When I heard that poetry was being put in standardized testing, my first reaction was confusion. How would that even work? After looking into it, it looks like students have to read poems and answer questions about similes, metaphors, diction and other devices that poets use in their work. These questions are on standardized tests, exams that are famous for having confusing and sometimes misleading or just plain indecipherable questions. Putting poetry into the mix just makes it all the more difficult, since poetry itself is famous for being vague and able to be deciphered in multiple ways. This is setting students up to fail.
Poetry can be anything. It can have rules or not, it can make sense or it can be just a jumble. Take “r-p-o-p-h-e-s-s-a-g-r” by E. E. Cummings. This poem is just a large bunch of random letters and symbols. There is no pattern, no stanzas, no similes or metaphors. When I saw this for the first time I was in sixth grade, prime standardized testing age. It took five minutes of my classmates and I staring at this mess before the teacher had had enough of us not understanding it and told us how to decipher it. Even she had to look up the full translation online. Obviously, this is the most extreme example, but if this poem is taught to us in of middle school, I wonder what kinds of poems will be on tests.

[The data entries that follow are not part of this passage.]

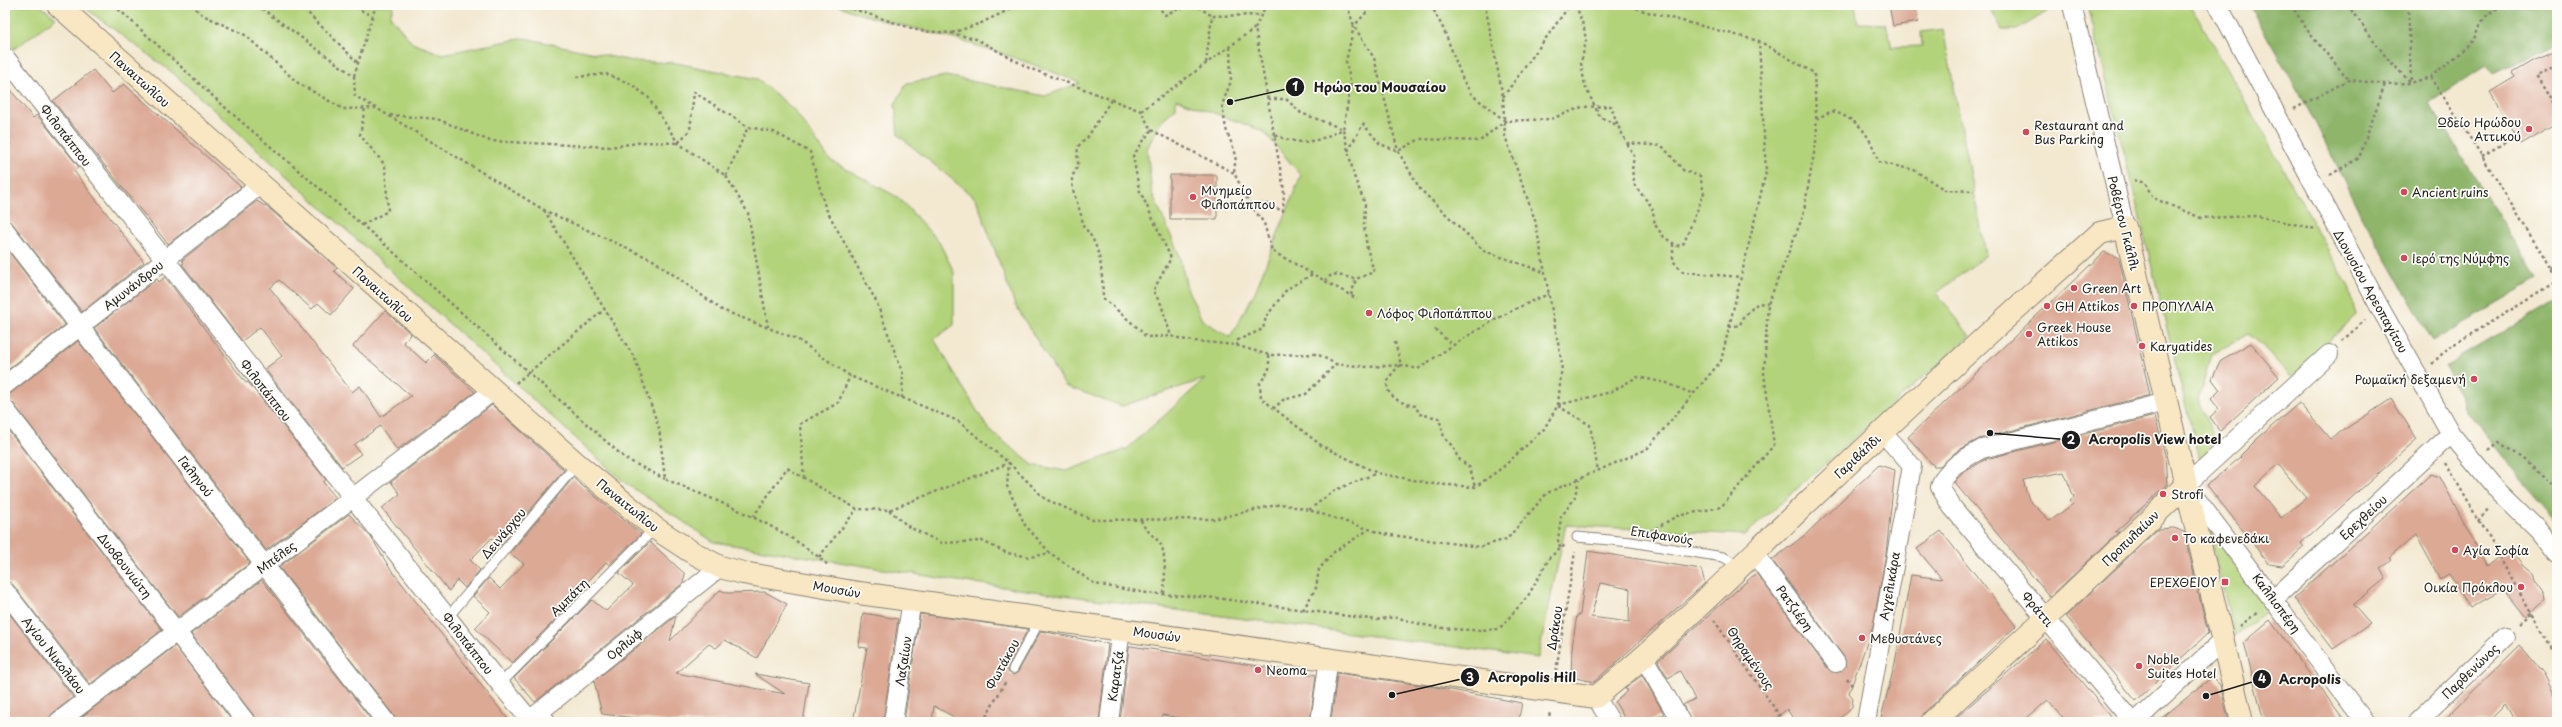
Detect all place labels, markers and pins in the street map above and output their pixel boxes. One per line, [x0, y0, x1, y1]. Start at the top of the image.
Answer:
callout: Ηρώο του Μουσαίου [1285, 75, 1454, 100]
place label: Ωδείο Ηρώδου Αττικού [2437, 113, 2521, 145]
place label: Restaurant and Bus Parking [2034, 116, 2125, 148]
marker: Ωδείο Ηρώδου Αττικού [2524, 124, 2534, 134]
marker: Restaurant and Bus Parking [2021, 127, 2031, 137]
place label: Μνημείο Φιλοπάππου [1201, 181, 1275, 213]
place label: Ancient ruins [2412, 183, 2489, 201]
marker: Ancient ruins [2399, 187, 2409, 197]
marker: Μνημείο Φιλοπάππου [1188, 192, 1198, 202]
place label: Ιερό της Νύμφης [2412, 249, 2509, 267]
marker: Ιερό της Νύμφης [2399, 253, 2409, 263]
place label: Green Art [2082, 279, 2141, 297]
marker: Green Art [2069, 283, 2079, 293]
place label: GH Attikos [2055, 297, 2120, 315]
place label: ΠΡΟΠΥΛΑΙΑ [2142, 297, 2214, 315]
marker: GH Attikos [2042, 301, 2052, 311]
marker: ΠΡΟΠΥΛΑΙΑ [2129, 301, 2139, 311]
place label: Λόφος Φιλοπάππου [1377, 304, 1492, 322]
marker: Λόφος Φιλοπάππου [1364, 308, 1374, 318]
place label: Greek House Attikos [2037, 318, 2112, 350]
marker: Greek House Attikos [2024, 329, 2034, 339]
place label: Karyatides [2150, 337, 2213, 355]
marker: Karyatides [2137, 341, 2147, 351]
place label: Ρωμαϊκή δεξαμενή [2355, 370, 2466, 388]
marker: Ρωμαϊκή δεξαμενή [2469, 374, 2479, 384]
callout: Acropolis View hotel [2061, 427, 2230, 452]
place label: Strofi [2171, 485, 2204, 503]
marker: Strofi [2158, 489, 2168, 499]
place label: Το καφενεδάκι [2183, 529, 2270, 547]
marker: Το καφενεδάκι [2170, 533, 2180, 543]
place label: Αγία Σοφία [2463, 541, 2529, 559]
marker: Αγία Σοφία [2450, 545, 2460, 555]
place label: ΕΡΕΧΘΕΙΟΥ [2150, 573, 2217, 591]
marker: ΕΡΕΧΘΕΙΟΥ [2220, 577, 2230, 587]
place label: Οικία Πρόκλου [2424, 578, 2513, 596]
marker: Οικία Πρόκλου [2516, 582, 2526, 592]
place label: Μεθυστάνες [1870, 629, 1942, 647]
marker: Μεθυστάνες [1857, 633, 1867, 643]
place label: Noble Suites Hotel [2147, 650, 2216, 682]
place label: Neoma [1266, 661, 1308, 679]
marker: Noble Suites Hotel [2134, 661, 2144, 671]
marker: Neoma [1253, 665, 1263, 675]
callout: Acropolis Hill [1460, 665, 1584, 690]
callout: Acropolis [2252, 667, 2349, 692]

There is one poem that I know for sure was on a standardized test and that was “Midnight” by Sara Holbrook. Holbrook mentioned in a post that an eighth-grade teacher had sent her a message asking about this poem in the practice test he was using to teach his students. The question asked why she had split the poem into two stanzas but the poem in the test booklet didn’t show the stanza break. Additionally, Holbrook said that the reason she did put the stanza break in there wasn’t even an option on the test, let alone the answer. The people who create these questions are just guessing at the answers. How are the students supposed to know the answers if the people creating the test don’t?

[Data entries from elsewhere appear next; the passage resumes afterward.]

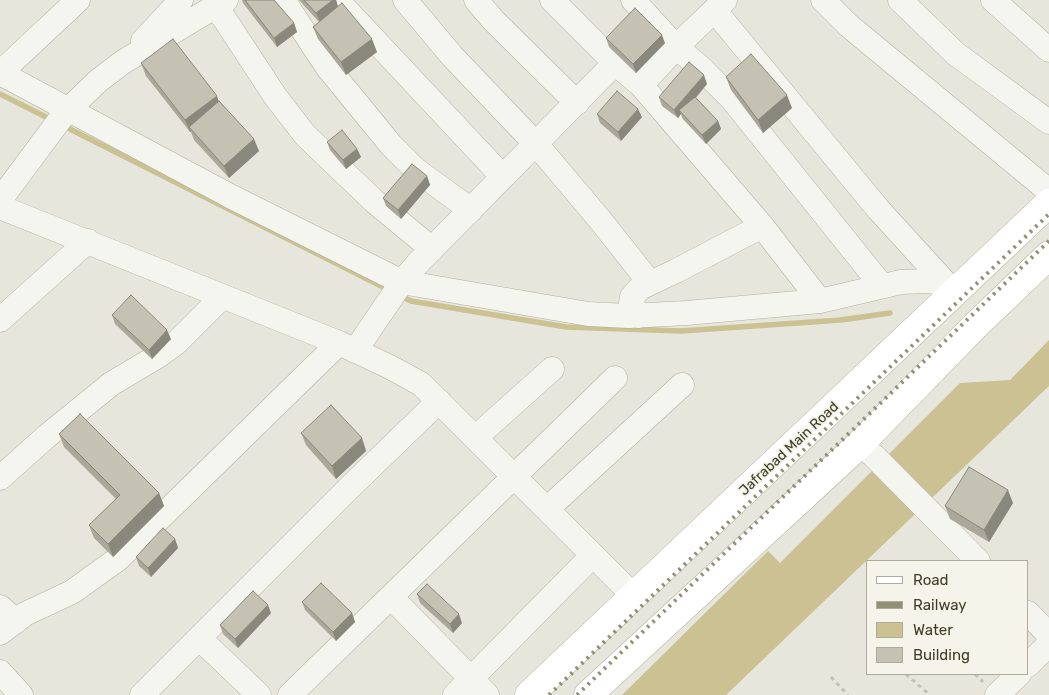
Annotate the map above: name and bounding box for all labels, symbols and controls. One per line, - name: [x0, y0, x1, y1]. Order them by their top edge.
- street label: Jafrabad Main Road: [736, 399, 842, 499]
- legend: [866, 560, 1029, 675]
- text: Road: [913, 571, 949, 589]
- text: Railway: [913, 596, 967, 614]
- text: Water: [913, 621, 953, 639]
- text: Building: [913, 646, 970, 664]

Holbrook also wrote about another one of her poems that were in this test booklet, a poem that she called her most neurotic one. It’s called “A Real Case” and it talks about self-hatred. With lines like “An unrequested serving of just-for-now self-hate,” this poem isn’t exactly what eighth graders should be reading during a test.
According to Holbrook, her poems don’t cost as much as those from many other poets, which might be why the company behind this test chose her poetry. She does, however, have many other poems that are not nearly as depressing or confusing, so it’s very surprising that these were the ones that were picked. These companies do not really seem to care in the impact their choices will have on the kids who take these tests. It looks to me like they just wanted cheap poems.
The companies not caring is a problem, one that could have more negative effects than one would normally think.
The knowledge of students in this country is measured by standardized tests. Most of them aren’t even part of a student’s grade in school – they are just for the state to gather student data and, in some states, evaluate teachers.
This puts pressure on teachers to make sure students are prepared for standardized tests, taking valuable class-time to try to explain why the author of a poem did something even if the correct answer isn’t an option.
These things would be so much easier if test-making companies would just contact the authors of the poems to see if the answers to their questions are correct or put in poems that aren’t too confusing or depressing. Better yet, they could mitigate all this nonsense by forgoing poems altogether. If this country must have standardized tests, at least let them be accurate and make sense.